Stored data:
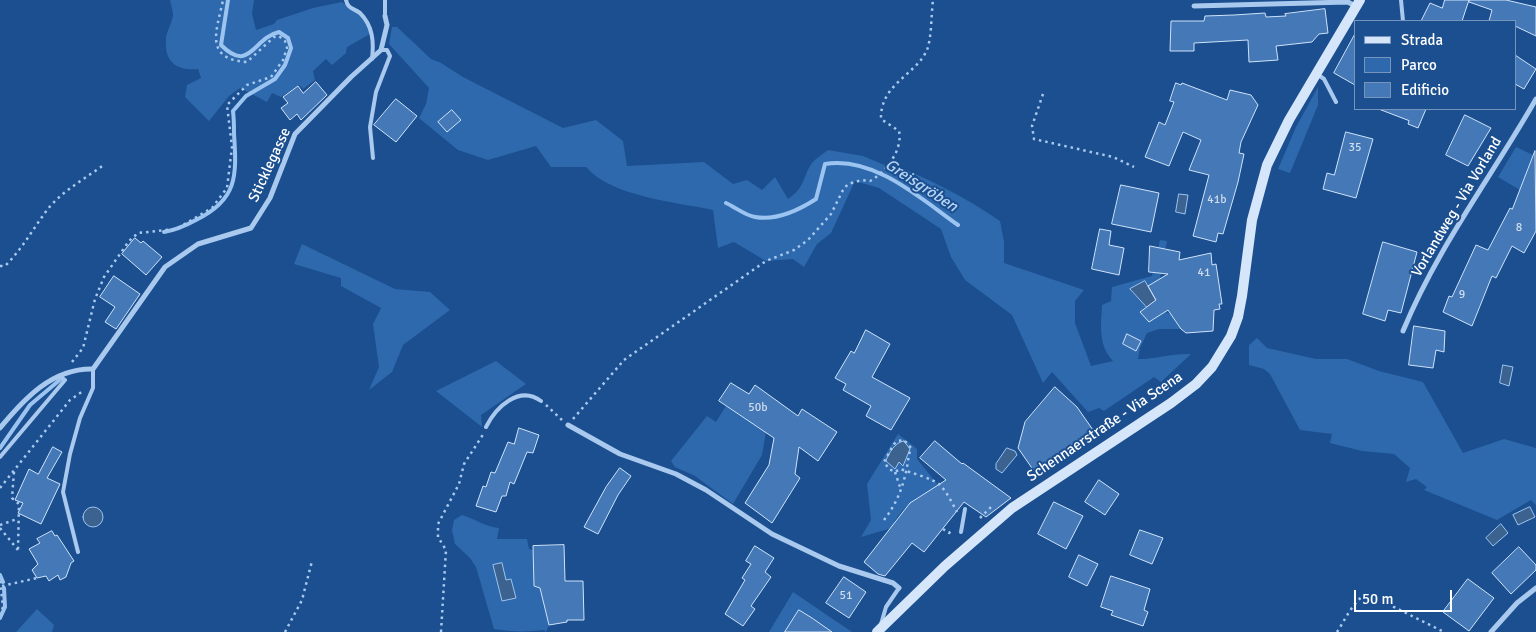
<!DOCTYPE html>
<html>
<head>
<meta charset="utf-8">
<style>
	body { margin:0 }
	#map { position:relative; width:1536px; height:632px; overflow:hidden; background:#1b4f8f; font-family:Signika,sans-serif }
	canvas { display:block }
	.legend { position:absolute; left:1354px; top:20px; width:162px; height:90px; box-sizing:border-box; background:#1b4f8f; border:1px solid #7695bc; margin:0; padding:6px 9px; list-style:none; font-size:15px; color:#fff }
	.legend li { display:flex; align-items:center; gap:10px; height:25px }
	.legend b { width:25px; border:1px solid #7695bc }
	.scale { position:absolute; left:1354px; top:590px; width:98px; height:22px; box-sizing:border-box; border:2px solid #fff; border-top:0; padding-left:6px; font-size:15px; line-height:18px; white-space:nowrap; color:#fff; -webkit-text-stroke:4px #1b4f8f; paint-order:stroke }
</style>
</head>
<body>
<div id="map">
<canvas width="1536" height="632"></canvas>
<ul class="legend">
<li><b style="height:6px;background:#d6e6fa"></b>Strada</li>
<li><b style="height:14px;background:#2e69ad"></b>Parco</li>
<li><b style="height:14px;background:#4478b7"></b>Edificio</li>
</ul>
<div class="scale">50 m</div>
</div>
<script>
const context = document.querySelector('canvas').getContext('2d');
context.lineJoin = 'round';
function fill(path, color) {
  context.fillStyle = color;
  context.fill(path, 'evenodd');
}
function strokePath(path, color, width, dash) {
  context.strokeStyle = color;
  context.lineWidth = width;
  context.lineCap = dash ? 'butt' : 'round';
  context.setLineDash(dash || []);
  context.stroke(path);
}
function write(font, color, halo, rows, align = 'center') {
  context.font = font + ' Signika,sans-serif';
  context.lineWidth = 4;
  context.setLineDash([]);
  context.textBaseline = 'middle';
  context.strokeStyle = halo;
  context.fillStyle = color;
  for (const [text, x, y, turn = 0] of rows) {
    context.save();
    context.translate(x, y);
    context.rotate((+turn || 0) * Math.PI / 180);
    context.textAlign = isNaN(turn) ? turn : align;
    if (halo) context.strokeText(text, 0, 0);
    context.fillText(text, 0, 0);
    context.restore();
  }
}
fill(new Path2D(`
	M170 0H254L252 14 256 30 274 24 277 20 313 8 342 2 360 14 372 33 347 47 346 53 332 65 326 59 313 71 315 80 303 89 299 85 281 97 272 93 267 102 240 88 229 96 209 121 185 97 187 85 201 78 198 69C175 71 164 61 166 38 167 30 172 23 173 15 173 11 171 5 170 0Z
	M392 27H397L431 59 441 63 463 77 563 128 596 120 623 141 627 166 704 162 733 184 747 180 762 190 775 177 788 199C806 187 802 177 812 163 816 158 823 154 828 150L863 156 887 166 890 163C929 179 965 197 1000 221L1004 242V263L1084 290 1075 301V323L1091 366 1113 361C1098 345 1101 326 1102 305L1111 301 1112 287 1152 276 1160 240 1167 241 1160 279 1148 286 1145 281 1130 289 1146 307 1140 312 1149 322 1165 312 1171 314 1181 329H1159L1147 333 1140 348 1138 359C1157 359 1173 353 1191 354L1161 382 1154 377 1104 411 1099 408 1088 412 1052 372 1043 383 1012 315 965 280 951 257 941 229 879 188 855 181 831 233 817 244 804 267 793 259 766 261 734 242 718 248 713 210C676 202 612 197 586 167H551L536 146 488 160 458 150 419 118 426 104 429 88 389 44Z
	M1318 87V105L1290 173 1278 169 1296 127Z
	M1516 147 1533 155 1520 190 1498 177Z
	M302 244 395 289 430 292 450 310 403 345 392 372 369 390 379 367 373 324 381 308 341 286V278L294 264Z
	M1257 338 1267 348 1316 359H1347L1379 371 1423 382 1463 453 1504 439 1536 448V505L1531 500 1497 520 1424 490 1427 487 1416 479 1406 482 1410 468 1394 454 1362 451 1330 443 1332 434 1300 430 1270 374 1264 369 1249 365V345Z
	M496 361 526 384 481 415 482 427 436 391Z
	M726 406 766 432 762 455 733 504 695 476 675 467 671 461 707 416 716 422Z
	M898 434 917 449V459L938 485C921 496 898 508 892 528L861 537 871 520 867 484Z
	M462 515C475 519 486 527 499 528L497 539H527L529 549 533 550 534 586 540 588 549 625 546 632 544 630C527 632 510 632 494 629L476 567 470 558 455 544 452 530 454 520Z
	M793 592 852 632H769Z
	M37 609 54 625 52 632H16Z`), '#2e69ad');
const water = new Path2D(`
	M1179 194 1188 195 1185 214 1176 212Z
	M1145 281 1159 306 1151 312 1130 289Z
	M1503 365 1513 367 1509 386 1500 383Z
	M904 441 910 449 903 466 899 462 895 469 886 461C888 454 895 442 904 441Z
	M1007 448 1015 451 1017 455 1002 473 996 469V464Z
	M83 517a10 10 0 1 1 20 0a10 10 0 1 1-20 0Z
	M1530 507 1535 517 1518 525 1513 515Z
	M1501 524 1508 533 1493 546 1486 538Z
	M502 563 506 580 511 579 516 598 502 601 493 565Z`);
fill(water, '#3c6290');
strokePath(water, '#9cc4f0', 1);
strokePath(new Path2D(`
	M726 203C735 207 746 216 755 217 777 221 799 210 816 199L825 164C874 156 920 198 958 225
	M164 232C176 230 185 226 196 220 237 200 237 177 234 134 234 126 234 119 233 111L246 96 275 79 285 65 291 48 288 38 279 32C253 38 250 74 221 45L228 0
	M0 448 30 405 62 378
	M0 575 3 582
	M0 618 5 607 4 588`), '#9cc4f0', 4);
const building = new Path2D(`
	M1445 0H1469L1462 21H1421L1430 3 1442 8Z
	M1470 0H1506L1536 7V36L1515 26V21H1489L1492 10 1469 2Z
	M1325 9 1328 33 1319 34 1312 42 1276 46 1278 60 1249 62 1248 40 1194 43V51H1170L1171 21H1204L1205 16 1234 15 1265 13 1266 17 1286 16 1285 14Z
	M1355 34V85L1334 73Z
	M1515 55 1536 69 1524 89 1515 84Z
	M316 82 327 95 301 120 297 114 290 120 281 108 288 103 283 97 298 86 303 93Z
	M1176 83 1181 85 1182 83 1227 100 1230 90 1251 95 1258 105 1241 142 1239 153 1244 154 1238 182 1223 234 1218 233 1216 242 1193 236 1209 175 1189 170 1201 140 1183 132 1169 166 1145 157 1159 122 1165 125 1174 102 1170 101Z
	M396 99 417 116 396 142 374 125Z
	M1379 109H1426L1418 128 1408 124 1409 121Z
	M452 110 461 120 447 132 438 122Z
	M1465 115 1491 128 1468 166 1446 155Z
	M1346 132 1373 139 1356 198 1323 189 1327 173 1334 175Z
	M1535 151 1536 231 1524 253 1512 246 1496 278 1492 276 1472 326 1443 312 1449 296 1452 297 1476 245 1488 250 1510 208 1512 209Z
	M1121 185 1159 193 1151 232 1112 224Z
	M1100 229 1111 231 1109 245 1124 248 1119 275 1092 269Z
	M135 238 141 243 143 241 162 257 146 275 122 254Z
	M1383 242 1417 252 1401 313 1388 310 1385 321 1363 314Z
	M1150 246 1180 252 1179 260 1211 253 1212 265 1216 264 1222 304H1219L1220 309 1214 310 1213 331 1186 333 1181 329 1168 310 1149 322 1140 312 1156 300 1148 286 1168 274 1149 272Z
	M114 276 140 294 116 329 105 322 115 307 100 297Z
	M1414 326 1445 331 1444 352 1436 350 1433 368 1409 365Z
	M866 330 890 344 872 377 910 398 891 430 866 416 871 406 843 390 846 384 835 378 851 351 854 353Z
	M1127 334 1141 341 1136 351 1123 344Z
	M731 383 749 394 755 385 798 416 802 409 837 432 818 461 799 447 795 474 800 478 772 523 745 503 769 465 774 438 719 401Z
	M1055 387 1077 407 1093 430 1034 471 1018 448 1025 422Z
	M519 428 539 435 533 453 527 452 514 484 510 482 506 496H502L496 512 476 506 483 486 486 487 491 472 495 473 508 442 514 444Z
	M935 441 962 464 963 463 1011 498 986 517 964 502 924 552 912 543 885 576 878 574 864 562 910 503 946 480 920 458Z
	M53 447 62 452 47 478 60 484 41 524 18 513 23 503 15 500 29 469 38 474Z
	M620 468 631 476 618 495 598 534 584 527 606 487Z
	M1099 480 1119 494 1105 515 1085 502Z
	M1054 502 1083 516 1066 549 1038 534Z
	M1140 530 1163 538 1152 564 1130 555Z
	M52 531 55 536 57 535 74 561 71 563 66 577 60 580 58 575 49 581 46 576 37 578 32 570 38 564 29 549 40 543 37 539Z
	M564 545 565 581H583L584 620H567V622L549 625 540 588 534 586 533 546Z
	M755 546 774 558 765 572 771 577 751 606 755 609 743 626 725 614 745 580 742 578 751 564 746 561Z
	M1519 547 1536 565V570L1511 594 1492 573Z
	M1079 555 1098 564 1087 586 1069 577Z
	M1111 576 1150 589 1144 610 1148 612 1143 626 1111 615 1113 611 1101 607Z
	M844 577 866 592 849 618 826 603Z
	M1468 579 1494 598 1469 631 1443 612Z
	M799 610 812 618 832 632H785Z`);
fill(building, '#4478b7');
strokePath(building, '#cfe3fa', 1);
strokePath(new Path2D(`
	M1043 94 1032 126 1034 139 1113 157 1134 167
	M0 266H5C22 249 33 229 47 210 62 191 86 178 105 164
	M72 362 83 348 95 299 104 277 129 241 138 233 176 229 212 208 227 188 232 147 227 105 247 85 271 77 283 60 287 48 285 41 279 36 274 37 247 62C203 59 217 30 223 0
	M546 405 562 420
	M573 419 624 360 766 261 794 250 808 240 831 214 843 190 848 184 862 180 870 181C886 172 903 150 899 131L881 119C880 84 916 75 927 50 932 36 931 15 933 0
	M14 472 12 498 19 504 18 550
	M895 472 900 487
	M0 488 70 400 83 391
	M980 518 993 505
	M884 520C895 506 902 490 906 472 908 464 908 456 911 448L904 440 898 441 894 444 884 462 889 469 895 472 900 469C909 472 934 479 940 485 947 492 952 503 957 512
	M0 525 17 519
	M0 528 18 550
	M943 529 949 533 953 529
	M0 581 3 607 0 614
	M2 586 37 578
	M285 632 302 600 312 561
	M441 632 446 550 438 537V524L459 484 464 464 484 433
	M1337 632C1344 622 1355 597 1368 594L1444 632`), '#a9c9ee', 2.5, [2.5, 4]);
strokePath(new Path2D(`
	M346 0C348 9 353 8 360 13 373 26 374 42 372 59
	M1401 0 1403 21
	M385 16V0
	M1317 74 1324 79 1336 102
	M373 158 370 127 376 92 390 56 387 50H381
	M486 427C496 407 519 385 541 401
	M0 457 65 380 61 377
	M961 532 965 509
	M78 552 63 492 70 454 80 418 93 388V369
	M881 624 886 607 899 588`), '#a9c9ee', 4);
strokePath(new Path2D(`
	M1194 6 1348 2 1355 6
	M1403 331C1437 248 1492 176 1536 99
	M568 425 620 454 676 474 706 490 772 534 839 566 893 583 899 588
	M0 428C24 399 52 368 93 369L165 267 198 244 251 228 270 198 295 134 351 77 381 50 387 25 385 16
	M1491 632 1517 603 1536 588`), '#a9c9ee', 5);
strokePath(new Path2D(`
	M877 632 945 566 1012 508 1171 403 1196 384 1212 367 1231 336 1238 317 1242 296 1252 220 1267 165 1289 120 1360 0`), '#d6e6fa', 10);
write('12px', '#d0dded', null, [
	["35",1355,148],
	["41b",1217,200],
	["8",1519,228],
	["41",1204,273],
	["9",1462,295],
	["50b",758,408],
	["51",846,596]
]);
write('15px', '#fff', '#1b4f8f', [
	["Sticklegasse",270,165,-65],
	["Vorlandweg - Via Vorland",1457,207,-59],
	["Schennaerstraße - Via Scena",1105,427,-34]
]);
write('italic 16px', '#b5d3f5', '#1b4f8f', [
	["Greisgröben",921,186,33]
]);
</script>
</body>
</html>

> **Problem**:
Lines above that have "display": copy each of them.

> **Expected answer**:
	canvas { display:block }
	.legend li { display:flex; align-items:center; gap:10px; height:25px }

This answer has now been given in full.